When Donald Trump fired off his latest Truth Social salvo on July 12, 2025—a threat to strip Rosie O’Donnell of her U.S. citizenship—it felt like watching a rerun of a show that jumped the shark years ago, except now the stakes involved constitutional law rather than Nielsen ratings. The former president labeled O’Donnell “a Threat to Humanity” and suggested she remain permanently in Ireland, where she’d relocated earlier that year, presumably to escape precisely this brand of political theater.
The declaration represented something beyond Trump’s usual bombast. Here was a serious consideration, he claimed, to revoke an American citizen’s birthright based on political disagreement—a move that constitutional lawyers quickly dismissed as impossible. The 14th Amendment doesn’t negotiate with presidential whims, and Supreme Court precedent has repeatedly affirmed that citizenship isn’t a privilege government officials can snatch away like a parking validation. Amanda Frost, a law professor, emphasized that the president lacks any legal authority to revoke citizenship, noting that the principle rests on the people’s choice, not government control.
The 14th Amendment doesn’t negotiate with presidential whims about citizenship.
O’Donnell, never one to let a provocation pass unanswered, responded with characteristic fire. She called Trump “a criminal con man, sexual abusing liar” and “a dangerous old soulless man with dementia,” posting symbolic imagery that suggested her opposition wasn’t merely personal but representative of broader resistance. From her temporary base in Dublin, she posted a TikTok video directly blaming Trump for the deadly flash floods in Central Texas that claimed over 100 lives. The exchange felt simultaneously fresh and exhausting—like discovering your parents still argue about the same grievances from 1987, except now they’re doing it on platforms that didn’t exist when the feud began.

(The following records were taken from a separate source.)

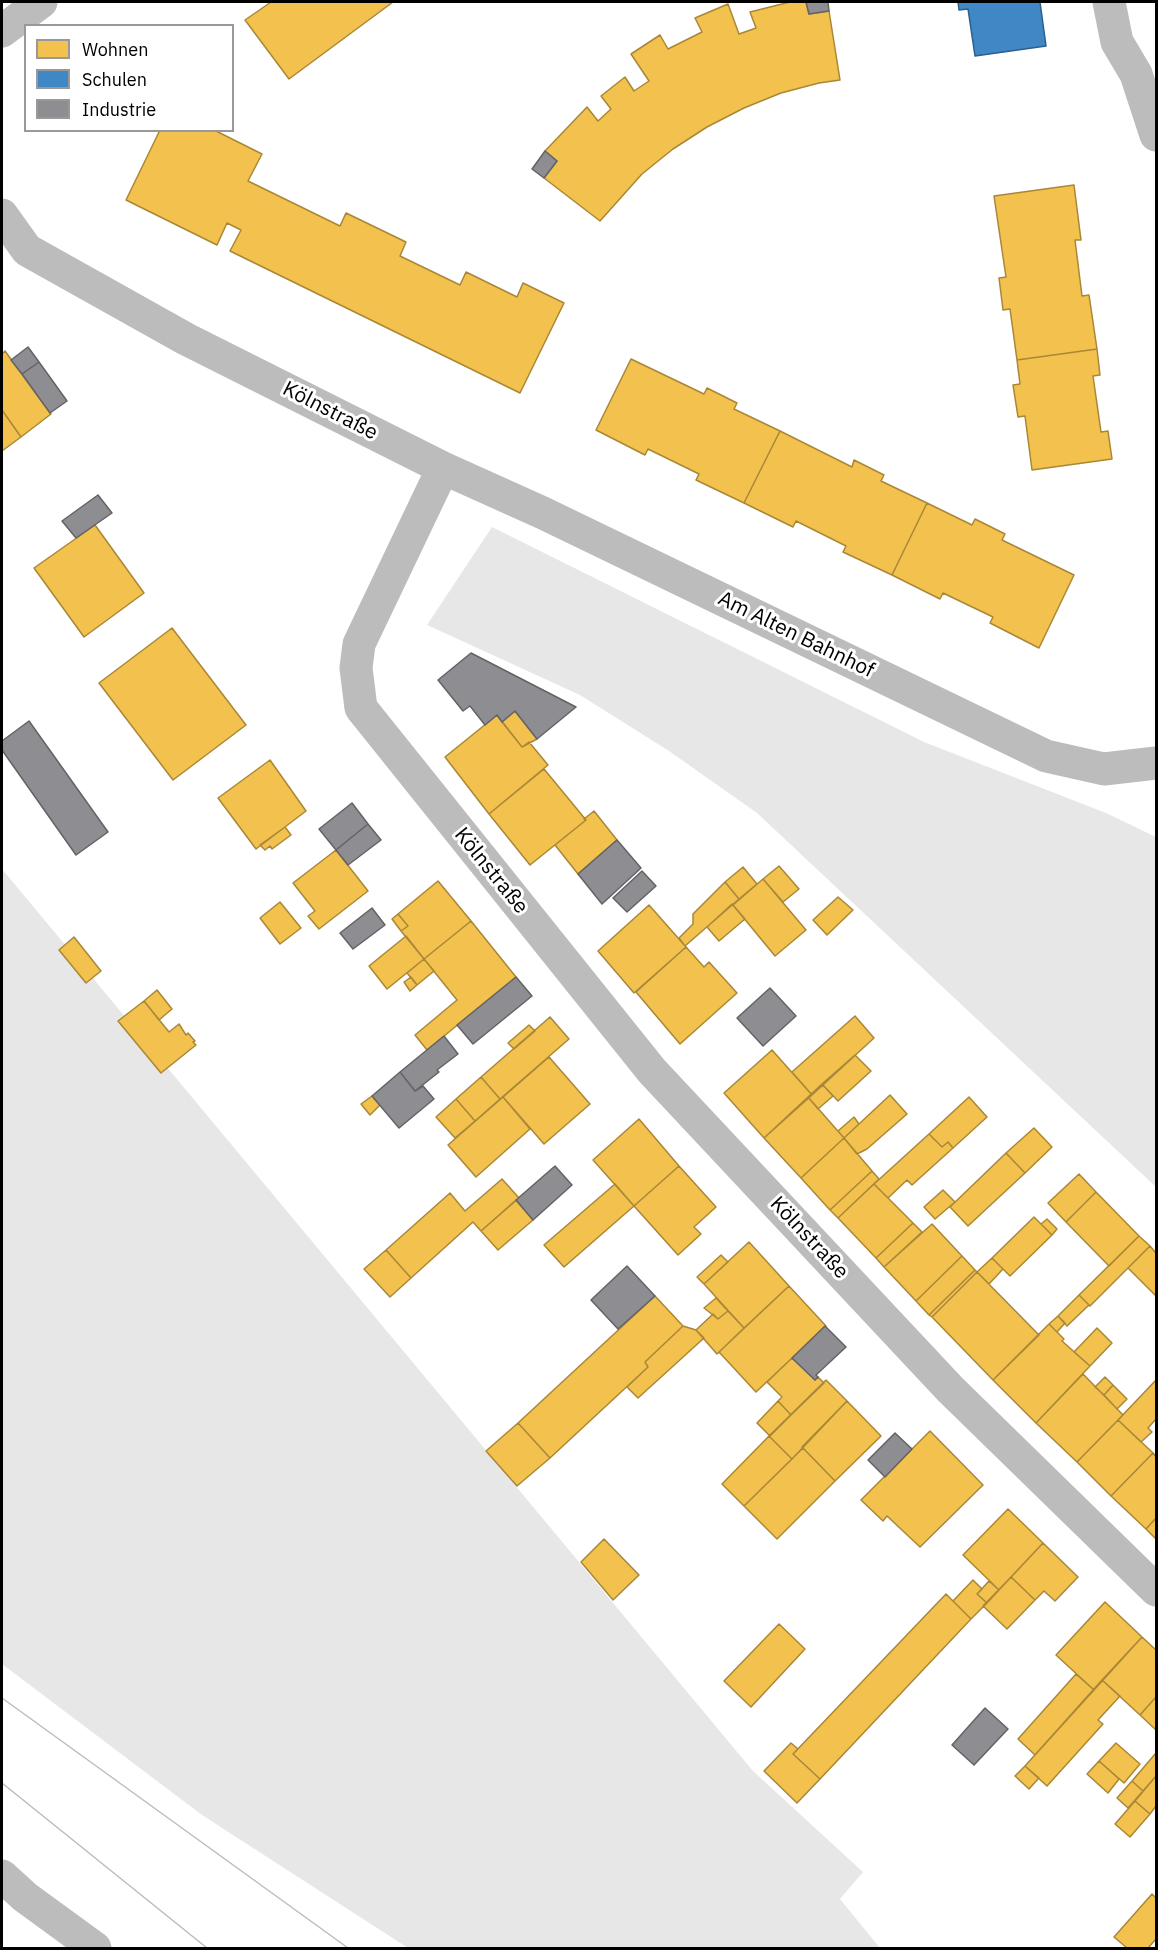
<!DOCTYPE html>
<html>
<head>
<meta charset="utf-8">
<style>
  body { margin:0 }
  #map { position:relative; width:1158px; height:1950px; overflow:hidden; background:#fff; font-family:"IBM Plex Sans",sans-serif }
  canvas { display:block }
  .frame { position:absolute; inset:0; border:3px solid #000; pointer-events:none }
  .legend { position:absolute; left:24px; top:24px; width:210px; height:108px; box-sizing:border-box; background:#fff; border:2px solid #999; margin:0; padding:8px 10px; list-style:none; font-size:18px; color:#000 }
  .legend li { display:flex; align-items:center; gap:12px; height:30px }
  .legend b { width:30px; border:2px solid #999 }
</style>
</head>
<body>
<div id="map">
<canvas width="1158" height="1950"></canvas>
<div class="frame"></div>
<ul class="legend">
<li><b style="height:16px;background:#f2c14e"></b>Wohnen</li>
<li><b style="height:16px;background:#3f88c5"></b>Schulen</li>
<li><b style="height:16px;background:#8d8d92"></b>Industrie</li>
</ul>
</div>
<script>
const ctx = document.querySelector('canvas').getContext('2d');
ctx.lineJoin = 'round';
function paint(path, color) { ctx.fillStyle = color; ctx.fill(path, 'evenodd'); }
function trace(path, color, width, dash) { ctx.strokeStyle = color; ctx.lineWidth = width; ctx.lineCap = dash ? 'butt' : 'round'; ctx.setLineDash(dash || []); ctx.stroke(path); }
function drawText(font, color, halo, rows, align = 'center') {
  ctx.font = font + ' "IBM Plex Sans",sans-serif'; ctx.lineWidth = 6; ctx.setLineDash([]); ctx.textBaseline = 'middle'; ctx.strokeStyle = halo; ctx.fillStyle = color; for (const [text, x, y, turn = 0] of rows) {
    ctx.save(); ctx.translate(x, y); ctx.rotate((+turn || 0) * Math.PI / 180); ctx.textAlign = isNaN(turn) ? turn : align; if (halo) ctx.strokeText(text, 0, 0); ctx.fillText(text, 0, 0); ctx.restore();
  }
}
paint(new Path2D(`
  M492 527 924 742 1106 813 1156 837V1187L757 813 669 751 580 695 427 625Z
  M2 869 753 1771 863 1872 840 1899 880 1948H408L202 1815 2 1664Z`), '#e7e7e7');
const homes = new Path2D(`
  M271 2H393L289 79 245 20Z
  M790 2H806L809 14 829 11 840 80 819 83 781 93 744 108 707 127 673 149 642 174 600 221 544 178 557 161 545 151 587 107 598 121 611 109 601 96 625 77 634 91 649 81 631 54 660 35 668 49 702 32 695 18 728 4 739 34 756 28 750 12Z
  M160 130H214L262 154 248 181 340 226 346 213 406 242 400 256 460 285 466 272 517 297 523 283 564 303 520 393 230 251 241 230 227 223 217 245 126 200Z
  M1074 185 1081 240H1075L1082 296 1089 295 1097 349 1017 360 1010 309 1003 310 999 278 1006 277 994 196Z
  M1097 349 1100 375 1093 376 1101 432 1108 431 1112 459 1032 470 1025 416 1018 417 1013 385 1020 384 1017 360Z
  M5 351 51 414 21 437 2 410V354Z
  M631 359 704 394 707 388 737 403 734 409 780 431 744 503 696 480 699 474 648 449 645 455 596 430Z
  M2 410 21 437 2 451Z
  M780 431 852 467 854 460 884 475 881 481 927 503 892 575 843 552 846 546 796 521 793 527 744 503Z
  M927 503 972 525 975 519 1005 534 1002 540 1074 575 1039 648 990 623 993 617 943 593 940 599 892 575Z
  M95 525 144 593 84 637 34 568Z
  M172 628 246 725 173 780 99 683Z
  M515 711 537 739 522 747 502 722Z
  M497 715 522 747 529 742 548 765 489 814 445 757Z
  M270 760 306 811 256 849 218 798Z
  M544 769 586 820 530 865 489 814Z
  M594 811 617 840 578 874 555 845 586 820 584 819Z
  M285 827 291 835 272 849 270 846 265 850 260 845Z
  M336 850 368 891 319 929 308 916 315 911 293 883Z
  M779 866 799 889 783 902 763 879Z
  M743 867 757 884 739 899 725 882Z
  M763 879 806 930 775 956 733 905Z
  M438 881 471 921 424 959 401 931 408 926 398 914Z
  M725 882 739 899 685 946 679 938 693 924V914Z
  M838 897 853 910 827 935 813 920Z
  M280 902 301 928 280 944 260 918Z
  M732 904 745 919 719 941 707 927Z
  M649 905 686 947 634 993 598 951Z
  M398 914 408 926 401 931 392 919Z
  M471 921 516 977 427 1050 415 1035 457 1000 424 959Z
  M406 936 424 959 387 989 369 966Z
  M74 937 101 971 86 983 59 950Z
  M686 947 704 967 709 962 737 993 680 1044 636 992Z
  M424 959 434 971 417 985 407 973Z
  M411 977 417 985 410 991 404 982Z
  M157 990 172 1009 159 1020 144 1001Z
  M144 1001 169 1032 179 1024 186 1035 188 1033 195 1041 193 1042 196 1045 161 1073 118 1021Z
  M855 1016 874 1038 812 1095 792 1072Z
  M550 1017 569 1039 500 1099 481 1077Z
  M529 1025 535 1031 514 1049 508 1043Z
  M772 1050 812 1095 764 1138 724 1093Z
  M855 1055 871 1071 838 1101 822 1084Z
  M549 1057 590 1104 544 1144 503 1097Z
  M481 1077 500 1099 475 1121 456 1099Z
  M822 1084 833 1096 818 1109 808 1097Z
  M890 1095 907 1114 867 1149 857 1154 844 1138Z
  M372 1096 380 1105 370 1115 361 1104Z
  M503 1097 530 1129 476 1177 448 1145Z
  M808 1097 844 1138 801 1178 764 1138Z
  M969 1097 987 1117 953 1148 948 1142 942 1147 929 1134Z
  M456 1099 475 1121 455 1138 436 1117Z
  M854 1117 859 1124 844 1138 838 1131Z
  M639 1119 679 1166 634 1206 593 1160Z
  M1034 1128 1052 1147 1025 1173 1006 1153Z
  M929 1134 942 1147 948 1142 953 1148 912 1185 907 1180 888 1198 874 1184Z
  M844 1138 872 1171 830 1210 801 1178Z
  M1006 1153 1025 1173 968 1226 950 1207Z
  M679 1166 716 1207 694 1227 701 1234 678 1255 634 1206Z
  M872 1171 879 1179 838 1218 830 1210Z
  M1079 1174 1096 1192 1066 1222 1048 1203Z
  M502 1179 519 1198 481 1231 473 1222 411 1278 386 1250 450 1193 465 1211Z
  M615 1184 634 1206 564 1267 544 1245Z
  M874 1184 913 1223 876 1258 838 1218Z
  M943 1190 955 1202 935 1219 924 1207Z
  M1096 1192 1139 1236 1109 1266 1066 1222Z
  M516 1200 533 1220 498 1250 481 1231Z
  M1034 1217 1052 1235 1010 1276 992 1258Z
  M1047 1219 1057 1229 1052 1235 1041 1224Z
  M913 1223 922 1232 884 1267 876 1258Z
  M932 1224 962 1256 916 1301 884 1267Z
  M1139 1236 1150 1246 1090 1306 1079 1295Z
  M749 1242 789 1286 744 1328 704 1284Z
  M1150 1246 1156 1253V1296L1128 1268Z
  M386 1250 411 1278 390 1297 364 1269Z
  M721 1255 728 1262 704 1284 697 1277Z
  M962 1256 975 1270 929 1315 916 1301Z
  M992 1258 1003 1269 989 1284 977 1272Z
  M975 1270 977 1272 932 1317 929 1315Z
  M977 1272 1039 1335 993 1380 932 1317Z
  M789 1286 826 1326 756 1392 719 1352Z
  M1079 1295 1089 1305 1067 1326 1058 1316Z
  M655 1296 683 1326 645 1362 648 1367 550 1458 518 1423Z
  M716 1298 728 1311 718 1319 704 1308Z
  M728 1311 744 1328 717 1354 696 1330 713 1314 718 1319Z
  M1058 1316 1065 1323 1057 1332 1049 1324Z
  M1049 1324 1064 1339 1062 1341 1090 1366 1036 1423 993 1380Z
  M683 1326 696 1330 704 1338 638 1398 627 1387 648 1367 645 1362Z
  M1097 1328 1112 1343 1090 1366 1074 1352Z
  M792 1358 815 1380 818 1377 824 1383 791 1415 778 1401 782 1397 767 1382Z
  M1083 1374 1123 1415 1077 1462 1036 1423Z
  M1105 1377 1113 1385 1104 1395 1095 1387Z
  M826 1380 847 1401 792 1459 769 1436Z
  M1156 1380V1419L1148 1428 1152 1432 1141 1442 1118 1420Z
  M1113 1385 1127 1399 1117 1409 1104 1395Z
  M778 1401 791 1415 770 1436 757 1423Z
  M847 1401 881 1436 835 1481 802 1447Z
  M1118 1420 1153 1453 1111 1496 1077 1462Z
  M518 1423 550 1458 517 1486 486 1451Z
  M930 1431 983 1485 920 1547 887 1516 883 1521 861 1500Z
  M769 1436 792 1459 744 1506 722 1484Z
  M803 1448 835 1481 777 1539 744 1506Z
  M1153 1453 1156 1457V1518L1146 1529 1111 1496Z
  M1008 1509 1043 1543 999 1590 963 1555Z
  M1156 1518V1539L1146 1529Z
  M604 1539 639 1575 613 1600 581 1562Z
  M1043 1543 1078 1577 1055 1601 1044 1591 1035 1600 1011 1577Z
  M1011 1577 1035 1600 1007 1629 983 1606Z
  M973 1580 982 1589 977 1594 987 1603 971 1619 953 1601Z
  M989 1581 999 1590 987 1603 977 1594Z
  M946 1594 971 1619 820 1779 793 1754Z
  M1105 1602 1142 1637 1094 1690 1056 1655Z
  M779 1624 805 1649 751 1707 724 1681Z
  M1142 1637 1156 1650V1697L1140 1715 1102 1680Z
  M1076 1674 1094 1690 1035 1755 1018 1739Z
  M1102 1680 1120 1696 1098 1720 1103 1724 1047 1786 1025 1766Z
  M1156 1697V1730L1140 1715Z
  M791 1743 798 1749 793 1754 820 1779 797 1803 764 1771Z
  M1116 1743 1140 1764 1124 1783 1099 1761Z
  M1156 1753V1776L1143 1791 1132 1781Z
  M1099 1761 1119 1779 1108 1793 1087 1774Z
  M1025 1766 1039 1778 1029 1789 1015 1776Z
  M1156 1776V1806L1150 1814 1135 1801Z
  M1132 1781 1143 1791 1128 1808 1117 1798Z
  M1135 1801 1150 1814 1130 1837 1115 1824Z
  M1152 1894 1156 1898V1939L1148 1948H1127L1114 1937Z`);
paint(homes, '#f2c14e');
trace(homes, '#a98737', 1.5);
const schools = new Path2D(`
  M958 2H1040L1046 46 975 56 968 9 959 10Z`);
paint(schools, '#3f88c5');
trace(schools, '#2c5f8a', 1.5);
const industry = new Path2D(`
  M806 2H828L829 11 809 14Z
  M545 151 557 161 544 178 532 169Z
  M28 347 39 362 22 374 11 360Z
  M39 362 67 401 50 413 22 374Z
  M98 495 112 513 76 538 62 521Z
  M471 653 576 707 537 739 515 711 502 722 497 715 485 725 470 706 463 711 438 680Z
  M29 721 108 832 76 855 2 750V741Z
  M352 803 368 824 336 850 319 829Z
  M368 824 381 840 348 865 336 850Z
  M617 840 641 868 602 904 578 874Z
  M642 871 656 886 627 912 613 898Z
  M372 908 385 925 353 949 340 933Z
  M516 977 532 996 473 1044 457 1025Z
  M770 988 796 1016 763 1046 737 1018Z
  M444 1036 458 1054 437 1070 439 1072 415 1091 400 1072Z
  M400 1072 415 1091 423 1086 434 1099 399 1128 372 1096Z
  M555 1166 572 1185 533 1220 516 1200Z
  M627 1266 655 1296 618 1329 591 1300Z
  M825 1326 846 1347 816 1375 818 1377 815 1380 792 1358Z
  M895 1433 912 1449 885 1477 868 1460Z
  M985 1708 1008 1729 974 1765 952 1745Z`);
paint(industry, '#8d8d92');
trace(industry, '#636366', 1.5);
trace(new Path2D(`
  M1109 2 1117 42 1136 74 1156 135
  M2 31 41 2
  M2 215 27 250 186 339 443 468 543 513 1046 756 1104 769 1156 763
  M443 468 359 644 356 668 361 708 652 1071 950 1389 1156 1590
  M2 1876 25 1897 95 1948`), '#bcbcbc', 33);
trace(new Path2D(`
  M2 1698 348 1948
  M2 1783 207 1948`), '#bcbcbc', 1.5);
drawText('21px', '#000', '#fff', [
  ["Kölnstraße",330,411,27],
  ["Am Alten Bahnhof",796,635,26],
  ["Kölnstraße",491,871,51],
  ["Kölnstraße",809,1238,47]
]);
</script>
</body>
</html>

Their rivalry predates Trump’s political ascent by years, rooted in mutual disdain that metastasized from entertainment industry spats into something uglier. What started as tabloid fodder evolved into a case study in how personal vendettas can hijack national discourse. The timing seemed particularly pointed—Trump’s threat emerged just days after he visited flood-ravaged Texas, where O’Donnell accused him of undermining early warning systems that might have saved lives.
Legal scholars treated the citizenship threat as political theater rather than a genuine policy proposal. One doesn’t need a law degree to understand that presidents can’t simply decree citizens into statelessness, yet the threat itself carried weight beyond its legal impossibility. It signaled an escalation in rhetoric against dissenters, a willingness to weaponize the machinery of government—even hypothetically—against critics.
The incident crystallized larger tensions about freedom of expression and political retaliation in contemporary America. Trump supporters saw righteous anger against a longtime antagonist; opponents recognized dangerous authoritarian impulses dressed in social media bravado. The polarization felt absolute, with no middle ground where reasonable people might meet to discuss proportional responses to political criticism.
Perhaps most troubling was how routine such extraordinary threats had become. A former president suggesting citizenship revocation for a comedian should shock the conscience, yet it registered as merely another data point in an ongoing pattern. The normalization of the abnormal—that creeping acceptance of constitutional threats as standard political discourse—represented the real danger, far exceeding any individual feud between aging adversaries trading insults across an ocean.